I’ve recently stumbled upon a 2006 abridged edition of Progress and Poverty by Bob Drake on the internet, which is a lot easier to read than the original edition. This is the link: http://www.henrygeorge.org/pcontents.htm.
There are some passages in the abridged edition that I particularly like and they are appended below for sharing:-
From Fifth Part, Chapter 23:
“Advancing civilization tends to increase the power of human labor to satisfy human desires. We should be able to eliminate poverty. But workers cannot reap those benefits because they are intercepted. Land is necessary to labor. When it has been reduced to private ownership, the increased productivity of labor only increases rent. Thus, all the advantages of progress go to those who own land. Wages do not increase – wages cannot increase. The more labor produces, the more it must pay for the opportunity to make anything at all.
Mere laborers, therefore, have no more interest in progress than Cuban slaves have in higher sugar prices. Higher prices may spur their masters to drive them harder. Likewise, a free laborer may be worse off with greater productivity. Steadily rising rents generate speculation. The effects of future improvements are discounted by even higher rents. This tends to drive wages down to the point of slavery, at which the worker can barely live. The worker is robbed of all the benefits of increased productive power.”
From Seventh Part, Chapter 26:
“Since labor cannot produce wealth without using land, denying equal right to use land is, necessarily, denying the right of labor to its own product. If one person controls the land on which others must labor, that person can appropriate the product of their labor as the price of permission to labor. This violates the fundamental law of nature: that a person’s enjoyment of the fruits of nature requires that person’s exertion.

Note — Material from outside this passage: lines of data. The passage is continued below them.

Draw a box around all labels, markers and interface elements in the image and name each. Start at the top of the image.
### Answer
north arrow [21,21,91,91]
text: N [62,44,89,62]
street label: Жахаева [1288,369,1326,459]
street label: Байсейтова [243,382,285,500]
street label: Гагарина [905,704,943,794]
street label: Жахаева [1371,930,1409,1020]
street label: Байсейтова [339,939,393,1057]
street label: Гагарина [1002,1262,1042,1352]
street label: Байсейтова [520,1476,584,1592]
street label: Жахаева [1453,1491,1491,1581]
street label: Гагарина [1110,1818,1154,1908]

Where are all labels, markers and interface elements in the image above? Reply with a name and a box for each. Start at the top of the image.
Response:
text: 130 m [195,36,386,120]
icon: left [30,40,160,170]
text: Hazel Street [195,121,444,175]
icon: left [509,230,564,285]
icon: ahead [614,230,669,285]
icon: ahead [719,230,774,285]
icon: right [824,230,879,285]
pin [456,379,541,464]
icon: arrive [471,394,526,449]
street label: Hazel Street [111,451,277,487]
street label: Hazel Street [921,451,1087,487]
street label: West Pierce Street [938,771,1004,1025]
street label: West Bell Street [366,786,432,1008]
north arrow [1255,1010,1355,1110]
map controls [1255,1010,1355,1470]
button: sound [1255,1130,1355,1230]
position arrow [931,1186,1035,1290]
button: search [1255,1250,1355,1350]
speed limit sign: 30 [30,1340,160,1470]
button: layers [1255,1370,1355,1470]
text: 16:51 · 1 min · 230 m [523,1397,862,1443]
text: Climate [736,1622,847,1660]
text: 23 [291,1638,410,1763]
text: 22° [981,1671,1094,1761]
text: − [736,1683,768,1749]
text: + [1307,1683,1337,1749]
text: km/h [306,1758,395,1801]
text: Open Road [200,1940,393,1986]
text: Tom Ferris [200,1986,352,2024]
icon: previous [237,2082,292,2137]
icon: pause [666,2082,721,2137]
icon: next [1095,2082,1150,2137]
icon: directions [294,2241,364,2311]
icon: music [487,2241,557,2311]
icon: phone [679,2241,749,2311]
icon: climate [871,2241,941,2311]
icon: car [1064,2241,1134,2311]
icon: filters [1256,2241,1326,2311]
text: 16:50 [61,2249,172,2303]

The unjust distribution of wealth stemming from this fundamental wrong is separating modern society into the very rich and the very poor. The continuous increase of rent is the price labor is forced to pay for the use of land. It strips the many of wealth they justly earn, and heaps it in the hands of a few who do nothing to earn it. The few receive without producing, while others produce without receiving. One is unjustly enriched – the others are robbed.
Why should those who suffer from this injustice hesitate for one moment to sweep it away? Why should landholders be permitted to reap what they have not sown?”
From Eighth Part, Chapter 33:
“Taxes on land actually tend to increase production – by destroying speculative rent, which impedes production when valuable land is withheld from use. Industrial depressions originate in speculative land values. They then propagate themselves over the whole civilized world, paralyzing industry.
Taking rent for public use through taxation would prevent all this. If land were taxed near its rental value, no one could afford to hold unused land. This land would be made available to those who would use it. Consequently, labor and capital could produce much more with the same exertion."
From Tenth Part, Chapter 41:
“Slavery was universal in the classical world. This is undoubtedly why mental activity there polished literature and refined art, but never hit on any of the great discoveries and inventions of modern civilization. Robbing workers of the fruits of their labor stifles the spirit of invention. It discourages the use of improvements, even when made. No slaveholding people were ever an inventive people. Their upper classes may become luxurious and polished, but never inventive.”